-- Problem description --
These entries must be printed again exactly as they are.

-- Material to process --
--- START ---

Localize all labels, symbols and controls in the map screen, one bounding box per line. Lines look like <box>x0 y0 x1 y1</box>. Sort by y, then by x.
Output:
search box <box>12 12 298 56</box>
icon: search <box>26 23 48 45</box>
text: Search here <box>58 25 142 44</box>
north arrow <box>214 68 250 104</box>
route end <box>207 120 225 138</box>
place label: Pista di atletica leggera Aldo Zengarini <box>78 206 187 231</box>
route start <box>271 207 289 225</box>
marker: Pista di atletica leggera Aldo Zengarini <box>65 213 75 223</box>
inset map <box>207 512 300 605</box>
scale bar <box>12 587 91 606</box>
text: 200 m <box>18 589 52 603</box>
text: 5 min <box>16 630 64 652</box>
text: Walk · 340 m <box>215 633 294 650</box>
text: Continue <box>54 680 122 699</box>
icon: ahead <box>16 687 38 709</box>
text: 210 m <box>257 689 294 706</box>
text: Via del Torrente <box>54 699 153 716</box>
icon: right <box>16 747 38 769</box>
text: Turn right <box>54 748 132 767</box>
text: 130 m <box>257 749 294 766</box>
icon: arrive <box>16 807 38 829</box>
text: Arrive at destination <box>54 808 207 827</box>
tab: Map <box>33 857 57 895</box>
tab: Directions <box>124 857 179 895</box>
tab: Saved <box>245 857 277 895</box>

--- END ---

-- Answer to this task --
Localize all labels, symbols and controls in the map screen, one bounding box per line. Lines look like <box>x0 y0 x1 y1</box>. Sort by y, then by x.
Output:
search box <box>12 12 298 56</box>
icon: search <box>26 23 48 45</box>
text: Search here <box>58 25 142 44</box>
north arrow <box>214 68 250 104</box>
route end <box>207 120 225 138</box>
place label: Pista di atletica leggera Aldo Zengarini <box>78 206 187 231</box>
route start <box>271 207 289 225</box>
marker: Pista di atletica leggera Aldo Zengarini <box>65 213 75 223</box>
inset map <box>207 512 300 605</box>
scale bar <box>12 587 91 606</box>
text: 200 m <box>18 589 52 603</box>
text: 5 min <box>16 630 64 652</box>
text: Walk · 340 m <box>215 633 294 650</box>
text: Continue <box>54 680 122 699</box>
icon: ahead <box>16 687 38 709</box>
text: 210 m <box>257 689 294 706</box>
text: Via del Torrente <box>54 699 153 716</box>
icon: right <box>16 747 38 769</box>
text: Turn right <box>54 748 132 767</box>
text: 130 m <box>257 749 294 766</box>
icon: arrive <box>16 807 38 829</box>
text: Arrive at destination <box>54 808 207 827</box>
tab: Map <box>33 857 57 895</box>
tab: Directions <box>124 857 179 895</box>
tab: Saved <box>245 857 277 895</box>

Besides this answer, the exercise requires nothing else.